If a line in the records below holds the string "without", count it, and state only the final count.

Collected data entries:
>>>>

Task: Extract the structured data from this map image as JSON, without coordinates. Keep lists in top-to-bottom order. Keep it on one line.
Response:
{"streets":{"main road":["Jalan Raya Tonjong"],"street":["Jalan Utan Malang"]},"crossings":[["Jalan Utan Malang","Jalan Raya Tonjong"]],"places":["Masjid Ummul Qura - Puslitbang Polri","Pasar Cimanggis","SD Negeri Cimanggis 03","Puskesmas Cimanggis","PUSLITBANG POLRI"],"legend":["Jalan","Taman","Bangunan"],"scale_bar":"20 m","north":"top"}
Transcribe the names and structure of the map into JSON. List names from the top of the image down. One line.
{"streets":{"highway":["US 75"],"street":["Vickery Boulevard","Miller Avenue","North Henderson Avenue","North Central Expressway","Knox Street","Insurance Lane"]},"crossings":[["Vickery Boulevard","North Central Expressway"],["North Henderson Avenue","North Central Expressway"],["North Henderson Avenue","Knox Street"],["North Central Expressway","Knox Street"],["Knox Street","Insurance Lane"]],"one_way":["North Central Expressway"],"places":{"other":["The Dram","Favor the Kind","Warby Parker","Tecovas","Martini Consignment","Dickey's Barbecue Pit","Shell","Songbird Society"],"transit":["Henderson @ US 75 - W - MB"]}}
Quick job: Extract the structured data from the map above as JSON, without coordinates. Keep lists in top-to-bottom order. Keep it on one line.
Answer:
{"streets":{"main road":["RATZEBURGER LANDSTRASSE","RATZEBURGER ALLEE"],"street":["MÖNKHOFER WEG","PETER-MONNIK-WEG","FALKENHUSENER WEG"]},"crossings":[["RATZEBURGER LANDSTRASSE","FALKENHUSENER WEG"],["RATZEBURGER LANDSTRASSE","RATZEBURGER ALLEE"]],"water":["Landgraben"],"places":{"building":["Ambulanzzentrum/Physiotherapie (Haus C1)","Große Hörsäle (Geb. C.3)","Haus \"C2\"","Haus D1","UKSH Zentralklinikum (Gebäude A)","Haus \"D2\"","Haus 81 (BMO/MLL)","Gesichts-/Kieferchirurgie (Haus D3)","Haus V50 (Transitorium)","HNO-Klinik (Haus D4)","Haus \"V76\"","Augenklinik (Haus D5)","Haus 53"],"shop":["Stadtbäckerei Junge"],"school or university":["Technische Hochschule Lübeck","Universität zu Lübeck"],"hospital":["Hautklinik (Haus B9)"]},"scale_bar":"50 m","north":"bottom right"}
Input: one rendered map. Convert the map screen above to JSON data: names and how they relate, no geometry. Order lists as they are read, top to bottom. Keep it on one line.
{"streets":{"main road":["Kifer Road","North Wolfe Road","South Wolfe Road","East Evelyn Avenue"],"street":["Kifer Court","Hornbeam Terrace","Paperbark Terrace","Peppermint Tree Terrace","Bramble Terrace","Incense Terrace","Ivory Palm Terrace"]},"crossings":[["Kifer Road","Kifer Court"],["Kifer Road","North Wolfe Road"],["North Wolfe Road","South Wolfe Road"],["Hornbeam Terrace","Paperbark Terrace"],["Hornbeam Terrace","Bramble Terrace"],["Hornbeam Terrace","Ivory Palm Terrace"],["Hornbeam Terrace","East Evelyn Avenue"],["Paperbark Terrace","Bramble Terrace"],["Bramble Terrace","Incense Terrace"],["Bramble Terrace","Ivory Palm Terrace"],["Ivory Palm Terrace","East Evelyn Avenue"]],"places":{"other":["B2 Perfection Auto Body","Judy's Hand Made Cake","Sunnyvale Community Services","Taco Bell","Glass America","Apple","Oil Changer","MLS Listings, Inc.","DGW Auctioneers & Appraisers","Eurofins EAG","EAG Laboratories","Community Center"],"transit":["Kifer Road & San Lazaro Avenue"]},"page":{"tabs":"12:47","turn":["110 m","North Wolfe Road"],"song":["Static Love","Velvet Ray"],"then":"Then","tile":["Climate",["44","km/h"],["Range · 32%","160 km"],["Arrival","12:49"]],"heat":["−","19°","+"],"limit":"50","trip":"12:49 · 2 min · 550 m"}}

<<<<

TASK SOLUTION:
2